In brief, the command-line parameters allow you to pick a hashing strategy, specify a wordlist file, turn the program's output off (for timing testing), and specify the input text file.

When the program's output is turned on, it reads the wordlist into a hash table, then begins reading from the input text file one word at a time. Each word is looked up in the wordlist. If it is not found, the program writes the entire line of the input file that contained that word, along with an indication of which word was misspelled, and a sorted list of suggestions. For example, this input file:

This is a lne of text that has a missspelling in it.

generates the following output using the default wordlist that I provided:

This is a lne of text that has a missspelling in it.
     word not found: LNE
  perhaps you meant: 
          LANE 
          LEE 
          LIE 
          LINE 
          LONE 
          ONE 

This is a lne of text that has a missspelling in it.
     word not found: MISSSPELLING
  perhaps you meant: 
          MISS SPELLING 
          MISSPELLING 

With this output, you'll be able to test whether your classes are behaving correctly. However, this will not necessarily give you a sense of how the different hash functions perform in comparison to one another.


Comparing the performance of the provided hash functions

The -quiet command-line parameter switches off the program's output. Instead, the program does all the same work, writes no output to the console, then reports the total amount of time (in milliseconds) spent doing the work.

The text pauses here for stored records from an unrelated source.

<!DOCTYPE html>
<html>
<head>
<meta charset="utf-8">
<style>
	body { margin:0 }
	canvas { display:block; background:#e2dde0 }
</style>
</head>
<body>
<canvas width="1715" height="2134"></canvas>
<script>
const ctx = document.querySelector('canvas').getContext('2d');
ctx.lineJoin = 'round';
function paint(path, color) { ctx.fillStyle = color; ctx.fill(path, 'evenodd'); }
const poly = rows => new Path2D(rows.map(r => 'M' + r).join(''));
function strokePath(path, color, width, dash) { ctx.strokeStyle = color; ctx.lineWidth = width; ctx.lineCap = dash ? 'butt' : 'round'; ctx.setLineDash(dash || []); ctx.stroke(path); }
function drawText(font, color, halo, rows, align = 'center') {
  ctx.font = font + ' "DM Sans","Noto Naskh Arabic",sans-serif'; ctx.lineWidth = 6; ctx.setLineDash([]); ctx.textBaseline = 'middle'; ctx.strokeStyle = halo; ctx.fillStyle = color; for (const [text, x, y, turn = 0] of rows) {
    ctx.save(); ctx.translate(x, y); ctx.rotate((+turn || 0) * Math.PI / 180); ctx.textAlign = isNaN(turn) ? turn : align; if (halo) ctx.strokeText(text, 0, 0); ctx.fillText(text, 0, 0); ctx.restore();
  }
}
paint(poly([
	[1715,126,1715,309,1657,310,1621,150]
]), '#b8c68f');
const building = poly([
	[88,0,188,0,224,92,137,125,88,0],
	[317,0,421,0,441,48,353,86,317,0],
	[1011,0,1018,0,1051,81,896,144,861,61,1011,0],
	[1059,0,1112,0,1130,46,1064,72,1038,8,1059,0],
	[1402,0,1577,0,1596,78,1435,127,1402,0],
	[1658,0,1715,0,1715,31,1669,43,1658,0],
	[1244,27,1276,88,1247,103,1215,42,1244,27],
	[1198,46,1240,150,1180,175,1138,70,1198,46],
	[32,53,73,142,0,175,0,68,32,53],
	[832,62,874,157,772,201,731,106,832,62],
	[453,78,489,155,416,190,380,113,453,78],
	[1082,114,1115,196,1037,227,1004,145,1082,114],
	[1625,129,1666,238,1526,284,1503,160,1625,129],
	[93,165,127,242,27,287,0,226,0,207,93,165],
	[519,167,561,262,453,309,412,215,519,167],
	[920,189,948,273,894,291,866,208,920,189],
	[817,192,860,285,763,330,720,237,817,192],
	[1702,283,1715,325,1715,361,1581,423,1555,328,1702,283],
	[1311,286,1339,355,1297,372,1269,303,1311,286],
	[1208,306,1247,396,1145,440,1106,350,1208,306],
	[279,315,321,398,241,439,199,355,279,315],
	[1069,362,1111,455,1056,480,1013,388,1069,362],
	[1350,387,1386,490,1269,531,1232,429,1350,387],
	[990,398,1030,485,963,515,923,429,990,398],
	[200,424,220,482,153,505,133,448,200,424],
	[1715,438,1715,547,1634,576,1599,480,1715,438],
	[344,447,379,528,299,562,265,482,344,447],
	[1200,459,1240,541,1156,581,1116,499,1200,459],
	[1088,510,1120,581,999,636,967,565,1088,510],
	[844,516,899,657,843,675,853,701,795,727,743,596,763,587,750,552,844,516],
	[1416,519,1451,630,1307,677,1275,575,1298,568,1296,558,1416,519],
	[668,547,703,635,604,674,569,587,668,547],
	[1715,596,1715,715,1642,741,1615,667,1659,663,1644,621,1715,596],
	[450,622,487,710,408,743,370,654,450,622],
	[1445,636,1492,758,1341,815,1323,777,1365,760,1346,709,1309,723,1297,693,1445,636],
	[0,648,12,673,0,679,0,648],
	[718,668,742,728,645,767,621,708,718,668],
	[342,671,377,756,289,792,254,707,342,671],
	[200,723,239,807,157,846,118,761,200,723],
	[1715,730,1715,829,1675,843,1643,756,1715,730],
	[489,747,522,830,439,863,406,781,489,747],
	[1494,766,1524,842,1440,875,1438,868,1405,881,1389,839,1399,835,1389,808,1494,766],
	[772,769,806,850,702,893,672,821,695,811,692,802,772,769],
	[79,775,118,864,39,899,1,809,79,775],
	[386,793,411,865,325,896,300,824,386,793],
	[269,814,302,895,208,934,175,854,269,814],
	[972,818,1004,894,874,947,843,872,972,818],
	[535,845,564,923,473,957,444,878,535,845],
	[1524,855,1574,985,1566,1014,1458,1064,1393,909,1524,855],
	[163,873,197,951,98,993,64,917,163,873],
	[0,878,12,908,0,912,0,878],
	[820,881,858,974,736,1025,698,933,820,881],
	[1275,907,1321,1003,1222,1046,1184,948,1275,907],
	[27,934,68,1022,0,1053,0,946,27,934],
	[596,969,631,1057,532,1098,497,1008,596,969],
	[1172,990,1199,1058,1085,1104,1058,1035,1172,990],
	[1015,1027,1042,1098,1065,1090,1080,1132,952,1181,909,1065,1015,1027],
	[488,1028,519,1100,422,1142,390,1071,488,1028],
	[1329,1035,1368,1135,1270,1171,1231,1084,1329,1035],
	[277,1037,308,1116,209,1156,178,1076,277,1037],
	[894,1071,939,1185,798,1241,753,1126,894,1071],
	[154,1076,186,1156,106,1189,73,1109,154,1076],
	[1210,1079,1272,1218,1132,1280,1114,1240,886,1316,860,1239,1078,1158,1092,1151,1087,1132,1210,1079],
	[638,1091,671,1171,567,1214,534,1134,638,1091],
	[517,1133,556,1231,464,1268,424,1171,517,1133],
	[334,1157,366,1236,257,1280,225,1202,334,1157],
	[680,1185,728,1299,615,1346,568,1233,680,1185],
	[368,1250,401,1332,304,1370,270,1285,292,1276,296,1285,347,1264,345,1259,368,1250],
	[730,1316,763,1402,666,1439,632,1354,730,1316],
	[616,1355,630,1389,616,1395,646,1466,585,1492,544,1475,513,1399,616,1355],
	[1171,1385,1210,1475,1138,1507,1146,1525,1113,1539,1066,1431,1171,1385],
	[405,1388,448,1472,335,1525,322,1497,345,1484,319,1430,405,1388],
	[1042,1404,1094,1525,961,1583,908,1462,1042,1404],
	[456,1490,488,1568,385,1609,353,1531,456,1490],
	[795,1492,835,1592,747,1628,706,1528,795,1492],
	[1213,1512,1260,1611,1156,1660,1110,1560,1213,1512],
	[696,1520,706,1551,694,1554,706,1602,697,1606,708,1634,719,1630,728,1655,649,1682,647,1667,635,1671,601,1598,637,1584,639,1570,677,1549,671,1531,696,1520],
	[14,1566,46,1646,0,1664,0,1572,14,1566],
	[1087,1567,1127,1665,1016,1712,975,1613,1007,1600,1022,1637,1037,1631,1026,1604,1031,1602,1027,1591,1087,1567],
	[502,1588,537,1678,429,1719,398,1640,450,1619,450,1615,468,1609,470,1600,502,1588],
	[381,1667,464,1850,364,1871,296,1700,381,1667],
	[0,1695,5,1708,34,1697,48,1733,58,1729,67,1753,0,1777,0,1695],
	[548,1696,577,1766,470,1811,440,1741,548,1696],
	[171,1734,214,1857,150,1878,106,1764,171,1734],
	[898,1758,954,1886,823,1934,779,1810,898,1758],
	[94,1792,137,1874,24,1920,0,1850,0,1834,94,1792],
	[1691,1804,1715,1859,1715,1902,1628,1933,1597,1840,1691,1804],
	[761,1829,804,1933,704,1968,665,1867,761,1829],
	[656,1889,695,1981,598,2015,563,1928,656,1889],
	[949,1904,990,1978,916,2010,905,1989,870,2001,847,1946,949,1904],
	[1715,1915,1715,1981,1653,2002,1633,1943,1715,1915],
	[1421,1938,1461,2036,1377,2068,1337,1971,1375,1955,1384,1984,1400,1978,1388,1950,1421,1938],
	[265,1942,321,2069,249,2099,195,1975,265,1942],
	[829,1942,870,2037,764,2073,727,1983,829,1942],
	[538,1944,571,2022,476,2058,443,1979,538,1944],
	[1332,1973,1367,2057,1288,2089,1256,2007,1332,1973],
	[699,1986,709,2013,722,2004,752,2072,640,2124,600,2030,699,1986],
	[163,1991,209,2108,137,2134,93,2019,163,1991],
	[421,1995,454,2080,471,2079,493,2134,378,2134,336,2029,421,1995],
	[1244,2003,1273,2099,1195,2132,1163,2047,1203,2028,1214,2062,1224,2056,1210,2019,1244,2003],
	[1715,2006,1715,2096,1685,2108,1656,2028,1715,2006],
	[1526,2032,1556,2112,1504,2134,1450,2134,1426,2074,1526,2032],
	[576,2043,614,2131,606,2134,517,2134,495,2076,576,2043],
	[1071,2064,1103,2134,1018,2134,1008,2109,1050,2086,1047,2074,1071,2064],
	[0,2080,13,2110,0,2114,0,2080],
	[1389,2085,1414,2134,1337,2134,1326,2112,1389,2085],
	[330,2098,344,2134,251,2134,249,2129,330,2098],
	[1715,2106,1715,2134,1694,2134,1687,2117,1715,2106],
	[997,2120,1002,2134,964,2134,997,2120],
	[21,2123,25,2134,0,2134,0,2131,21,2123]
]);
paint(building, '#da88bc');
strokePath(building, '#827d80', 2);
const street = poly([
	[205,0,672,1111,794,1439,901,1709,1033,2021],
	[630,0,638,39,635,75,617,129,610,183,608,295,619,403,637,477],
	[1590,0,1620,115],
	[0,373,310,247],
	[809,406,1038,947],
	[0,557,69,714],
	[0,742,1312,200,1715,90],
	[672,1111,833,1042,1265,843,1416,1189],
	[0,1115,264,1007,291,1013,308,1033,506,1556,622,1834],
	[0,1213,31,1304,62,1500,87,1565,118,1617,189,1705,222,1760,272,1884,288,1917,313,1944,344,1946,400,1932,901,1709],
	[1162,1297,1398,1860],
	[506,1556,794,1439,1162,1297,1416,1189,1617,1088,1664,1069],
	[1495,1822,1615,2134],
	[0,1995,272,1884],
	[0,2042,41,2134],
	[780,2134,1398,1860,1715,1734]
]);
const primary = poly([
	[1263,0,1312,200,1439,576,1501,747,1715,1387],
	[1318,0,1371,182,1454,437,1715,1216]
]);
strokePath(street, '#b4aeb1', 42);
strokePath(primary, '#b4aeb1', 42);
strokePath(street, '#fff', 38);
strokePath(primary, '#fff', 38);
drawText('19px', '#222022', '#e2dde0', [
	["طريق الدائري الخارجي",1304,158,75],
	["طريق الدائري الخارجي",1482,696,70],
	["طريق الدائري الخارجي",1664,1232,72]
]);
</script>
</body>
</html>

It should be noted that the resolution of the timer on most desktop operating systems is not precise enough to get a good timing result unless the total time is at least 100 or so milliseconds. In general, longer times are more precise than shorter ones. So, I've provided one large test case in a file called big-test.txt. Run this input file against the provided wordlist using each of the provided hash functions. You should see that the "better" hash algorithm outperforms the "lousy" one by a substantial margin, while the "degenerate" one essentially never completes (unless you have quite a bit of patience). I've provided the Java code for each of these hash functions, so you can experiment with them if you'd like. There's plenty of information on the Web about hashing strings, if you're so inclined.


Starting point

As stated earlier in the write-up, I'm providing you with a nearly-complete implementation of the program, with just two classes -- HashTable and WordChecker -- left unimplemented. The code is available in a Zip archive. (The archive is a bit large, because it includes a wordlist of over 60,000 words, along with a large test case that you can use to compare the provided hash functions.)

It should be pointed out that I didn't create the provided wordlist myself. I got it, along with the large test case in big-test.txt, from an open-source wordlist project that is hosted at wordlist.sourceforge.net. If you're interested in building a freeware or open-source application that requires a large list of English words, this would be a great place to get a wordlist for it.


Deliverables

Submit your HashTable.java and WordChecker.java files, along with the .java files containing any additional classes that you wrote (if any). You need not submit any of the other code that we provided.

Follow this link for an explanation of how to turn in your project.


Limitations

Except for java.util.ArrayList, you may not use any of the collection classes in the java.util library (e.g. LinkedList, TreeMap, HashSet). Remember, as always, you are to implement your own data structures.